Submitted to: Experimental and Applied Acarology
Publication Type: Peer Reviewed Journal
Publication Acceptance Date: 9/1/2005
Publication Date: 12/1/2005
Citation: Villa, J.D., Danka, R.G. 2005. Caste, sex and strain of honey bees (apis mellifera) affect infestation with tracheal mites (acarapis woodi). Experimental and Applied Acarology 37(3-4):157-164
Interpretive Summary: Tracheal mites are parasites of honey bees which continue to damage or kill colonies in the United States. Worker honey bees from strains having resistance usually have very low infestations of these mites. Resistance is based chiefly on the ability of individual worker bees to effectively groom mites off themselves as mites are moving from bee to bee. This research involved comparisons of the infestations of queens and drones, together with those of workers from colonies selected for resistance and for susceptibility. Measurements were made by exposing the three types of bees of the two genetic origins to these mites. As expected, workers from resistant colonies were less infested than workers from susceptible colonies. However, drones from resistant colonies were more highly infested than those from susceptible colonies. Queens of the two origins were not different in their infestation. Drones and queens appear to lack the ability to groom mites off their bodies. Therefore, beekeepers should avoid exposing drones and queens to infestation by tracheal mites. Genetic improvement of resistance to tracheal mites is not going to benefit from the theoretically more effective use of selection through drones.

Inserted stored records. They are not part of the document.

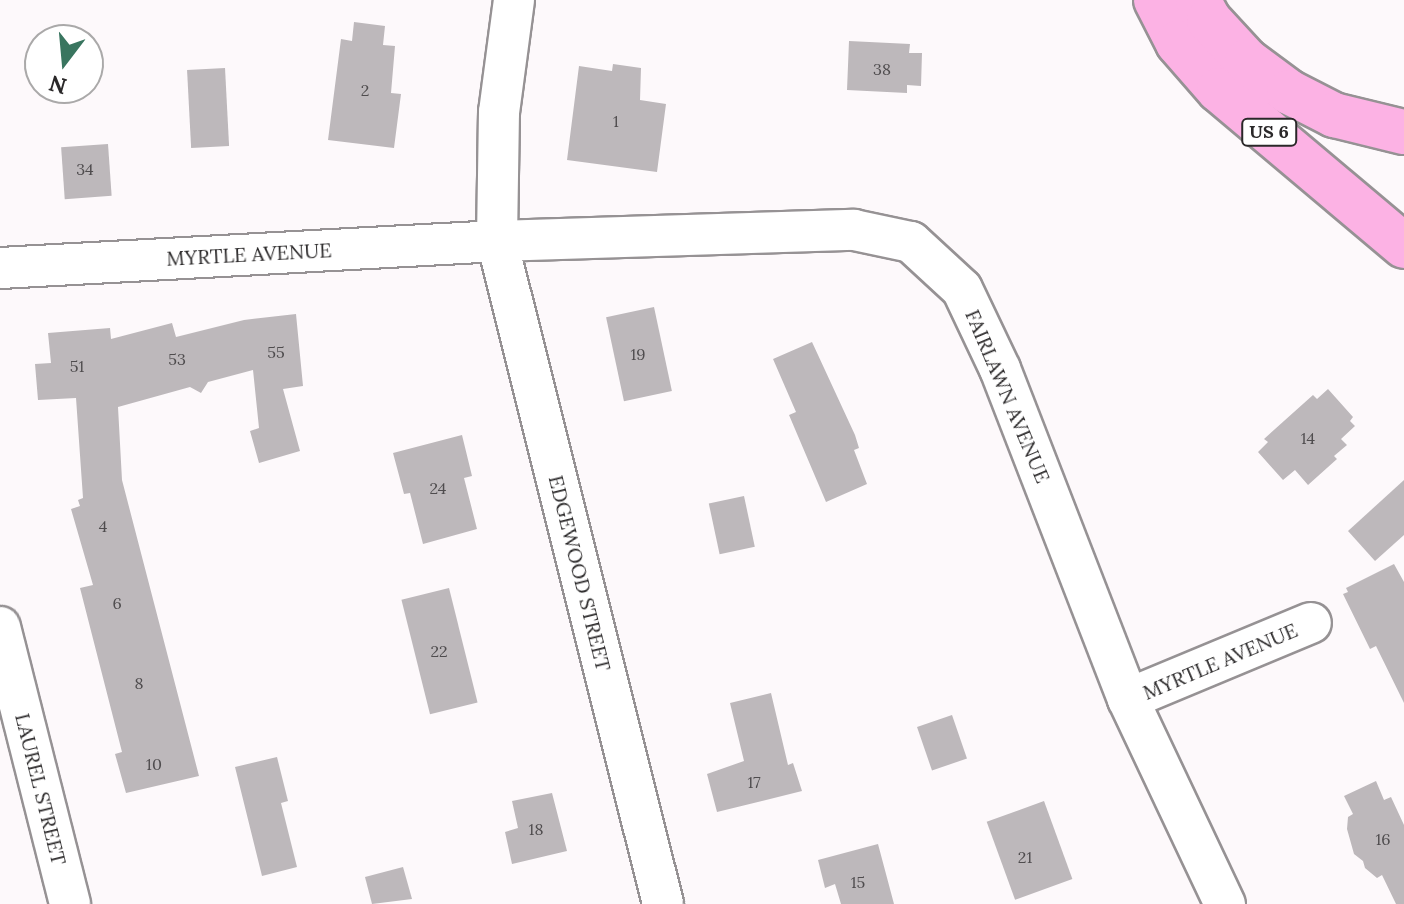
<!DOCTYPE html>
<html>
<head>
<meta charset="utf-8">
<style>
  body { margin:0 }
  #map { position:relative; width:1404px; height:904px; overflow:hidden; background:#fdf9fb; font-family:Lora,serif }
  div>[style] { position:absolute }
  .building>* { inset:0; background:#bdb8bb; transform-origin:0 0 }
  .roads { filter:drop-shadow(2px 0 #969294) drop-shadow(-2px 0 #969294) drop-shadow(0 2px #969294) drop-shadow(0 -2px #969294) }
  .minor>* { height:40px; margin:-20px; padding:0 20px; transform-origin:20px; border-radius:20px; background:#fff }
  .motorway>* { height:44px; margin:-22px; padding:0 22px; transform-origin:22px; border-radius:22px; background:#fcb2e4 }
  span { translate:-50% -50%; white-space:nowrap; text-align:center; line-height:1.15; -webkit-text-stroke:6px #fff; paint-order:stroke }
  .number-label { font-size:16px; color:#4f4c4e }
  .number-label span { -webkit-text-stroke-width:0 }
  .shield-label span { padding:2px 6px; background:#fff; border:2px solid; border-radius:6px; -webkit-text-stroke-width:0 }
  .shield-label { font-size:18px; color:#2a2829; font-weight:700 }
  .street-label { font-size:20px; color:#2a2829 }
  .north { position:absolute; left:24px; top:24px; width:80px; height:80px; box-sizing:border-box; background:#fff; border:2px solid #aaa9a9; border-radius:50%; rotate:196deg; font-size:22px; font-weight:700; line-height:32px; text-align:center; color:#2a2829 }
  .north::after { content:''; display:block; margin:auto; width:28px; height:36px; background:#39755f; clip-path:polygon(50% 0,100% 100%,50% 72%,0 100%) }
</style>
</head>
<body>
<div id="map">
  <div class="building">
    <i style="clip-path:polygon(354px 22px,385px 26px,383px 45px,395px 46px,391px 93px,401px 94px,394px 148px,328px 140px,341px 39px,352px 41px)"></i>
    <i style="clip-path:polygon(849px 41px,910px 44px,909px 53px,922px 53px,921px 86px,907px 85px,907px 93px,847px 90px)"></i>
    <i style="clip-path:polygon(613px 64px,641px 68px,640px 100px,666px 104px,657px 172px,567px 160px,579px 66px,612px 71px)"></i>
    <i style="left:225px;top:68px;width:78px;height:38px;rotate:87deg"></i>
    <i style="left:108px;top:144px;width:52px;height:47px;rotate:86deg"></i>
    <i style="left:654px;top:307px;width:86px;height:49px;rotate:78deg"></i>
    <i style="clip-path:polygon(296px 314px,303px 386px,283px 389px,300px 451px,259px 463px,250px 431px,259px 428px,253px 370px,208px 382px,201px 393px,190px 387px,118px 407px,122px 480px,199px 776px,126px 793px,115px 754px,122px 752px,80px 588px,93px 585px,71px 509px,80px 506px,78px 500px,83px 498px,76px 398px,38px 400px,35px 364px,51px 363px,48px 333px,110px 328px,111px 339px,172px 323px,176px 337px,244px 320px)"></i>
    <i style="clip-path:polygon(812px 342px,855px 435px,859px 448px,854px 450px,867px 484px,826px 502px,789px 415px,796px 412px,773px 359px)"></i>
    <i style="clip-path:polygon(1328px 389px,1353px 417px,1350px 421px,1355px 426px,1341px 439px,1347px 445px,1334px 456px,1337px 459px,1308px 485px,1295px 470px,1283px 480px,1258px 452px,1268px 442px,1264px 439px,1313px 395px,1317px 399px)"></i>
    <i style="clip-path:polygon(462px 435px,472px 476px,464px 478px,477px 529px,423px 544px,410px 493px,404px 494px,393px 453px)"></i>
    <i style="clip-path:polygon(1404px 480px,1404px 535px,1375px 561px,1348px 531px)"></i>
    <i style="left:744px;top:496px;width:52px;height:36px;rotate:78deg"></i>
    <i style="clip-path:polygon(1394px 564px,1404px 582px,1404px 703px,1376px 646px,1370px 649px,1343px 594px,1348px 592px,1346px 588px)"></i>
    <i style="left:449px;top:588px;width:118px;height:49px;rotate:76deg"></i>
    <i style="clip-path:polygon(771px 693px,788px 765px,793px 763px,802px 791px,717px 812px,707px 774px,744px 761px,730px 703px)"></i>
    <i style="left:952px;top:715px;width:46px;height:37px;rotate:71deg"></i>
    <i style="clip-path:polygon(277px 757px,288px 801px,281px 803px,297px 867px,262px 876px,235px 767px)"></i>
    <i style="clip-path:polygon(1376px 781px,1384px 800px,1391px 797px,1404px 825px,1404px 904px,1396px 904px,1382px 875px,1377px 878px,1365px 868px,1363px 861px,1354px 854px,1347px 829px,1348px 817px,1353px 814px,1344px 796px)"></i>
    <i style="clip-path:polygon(552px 793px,567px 851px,512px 864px,505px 832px,518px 828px,512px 801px)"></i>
    <i style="left:1044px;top:801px;width:83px;height:61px;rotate:70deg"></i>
    <i style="clip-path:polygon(878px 844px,894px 904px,841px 904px,835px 884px,825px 888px,818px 860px)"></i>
    <i style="clip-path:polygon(403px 867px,412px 899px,372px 904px,365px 877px)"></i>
  </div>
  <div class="roads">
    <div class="minor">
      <i style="left:514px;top:0;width:113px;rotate:97.6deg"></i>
      <i style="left:499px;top:112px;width:129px;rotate:90.9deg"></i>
      <i style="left:497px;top:241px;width:683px;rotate:75.94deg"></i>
      <i style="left:0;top:268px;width:498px;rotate:-3.1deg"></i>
      <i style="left:497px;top:241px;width:357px;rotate:-1.8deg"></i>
      <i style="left:854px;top:230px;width:58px;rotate:11.9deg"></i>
      <i style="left:911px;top:242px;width:69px;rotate:42.7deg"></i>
      <i style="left:962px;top:289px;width:89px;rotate:64.6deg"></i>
      <i style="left:1000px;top:369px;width:354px;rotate:68.8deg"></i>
      <i style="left:1128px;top:699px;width:227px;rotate:64.7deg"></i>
      <i style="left:0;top:627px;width:286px;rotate:75.8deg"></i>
      <i style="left:1128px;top:699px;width:198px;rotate:-22.6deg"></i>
    </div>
    <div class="motorway">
      <i style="left:1156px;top:0;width:48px;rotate:62.9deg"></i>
      <i style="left:1178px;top:43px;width:62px;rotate:48.9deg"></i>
      <i style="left:1219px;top:90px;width:242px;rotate:40.1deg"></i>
      <i style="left:1198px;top:0;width:23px;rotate:61deg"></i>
      <i style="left:1209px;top:20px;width:56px;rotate:47.2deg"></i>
      <i style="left:1247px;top:61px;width:52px;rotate:36.4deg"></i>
      <i style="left:1289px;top:92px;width:51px;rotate:27.1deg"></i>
      <i style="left:1334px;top:115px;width:72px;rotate:13.7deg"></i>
    </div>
  </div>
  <div class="number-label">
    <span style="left:882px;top:69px">38</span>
    <span style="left:365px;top:90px">2</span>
    <span style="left:616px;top:121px">1</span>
    <span style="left:85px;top:169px">34</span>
    <span style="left:276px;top:352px">55</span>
    <span style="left:638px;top:354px">19</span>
    <span style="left:177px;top:359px">53</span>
    <span style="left:77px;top:366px">51</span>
    <span style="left:1308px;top:438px">14</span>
    <span style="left:438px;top:488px">24</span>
    <span style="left:103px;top:526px">4</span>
    <span style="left:117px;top:603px">6</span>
    <span style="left:439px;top:651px">22</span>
    <span style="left:139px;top:683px">8</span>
    <span style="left:154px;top:764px">10</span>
    <span style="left:754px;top:782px">17</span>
    <span style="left:536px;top:829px">18</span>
    <span style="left:1383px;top:839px">16</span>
    <span style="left:1025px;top:857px">21</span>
    <span style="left:858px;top:882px">15</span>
  </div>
  <div class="shield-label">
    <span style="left:1269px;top:132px">US 6</span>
  </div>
  <div class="street-label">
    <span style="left:249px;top:254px;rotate:-3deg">MYRTLE AVENUE</span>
    <span style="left:1008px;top:396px;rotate:67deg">FAIRLAWN AVENUE</span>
    <span style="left:580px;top:573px;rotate:76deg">EDGEWOOD STREET</span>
    <span style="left:1220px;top:661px;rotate:-23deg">MYRTLE AVENUE</span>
    <span style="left:41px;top:789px;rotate:76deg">LAUREL STREET</span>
  </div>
  <div class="north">N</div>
</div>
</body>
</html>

Technical Abstract: Worker honey bees from genetic stocks selected for being resistant (R) or susceptible (S) to tracheal mites typically show large differences in infestation in field colonies and in bioassays that involve controlled exposure to infested bees. We used bioassays to compare the propensity for tracheal mites to infest queens, drones and workers from R and S colonies. Workers from R colonies had significantly lower infestations than workers from S colonies as expected, but queens and drones did not express this pattern of resistance. Infestation did not differ between young R and S queens when queens were simultaneously confined in infested colonies or when caged individually with groups of 5-20 workers from infested colonies. When young drones and workers from both types of colonies were caged with infested workers, R workers had lower infestation than S workers, but R drones had greater infestations than S drones. Removal of one mesothoracic leg from R and S workers resulted in increased in infestation of the tracheae on the treated side, but excising legs did not affect infestation in drones. This suggests that differences in infestation between R and S workers, but not drones, are largely determined by their ability to remove mites through autogrooming. Beekeepers propagating queens and drones in environments that promote tracheal mite infestation need to minimize the exposure of young drones and queens to infestation even if the queens and drones are derived from stocks with resistant workers. The use of selection on hemizygous drones is unlikely to bring about rapid genetic improvement for tracheal mite resistance.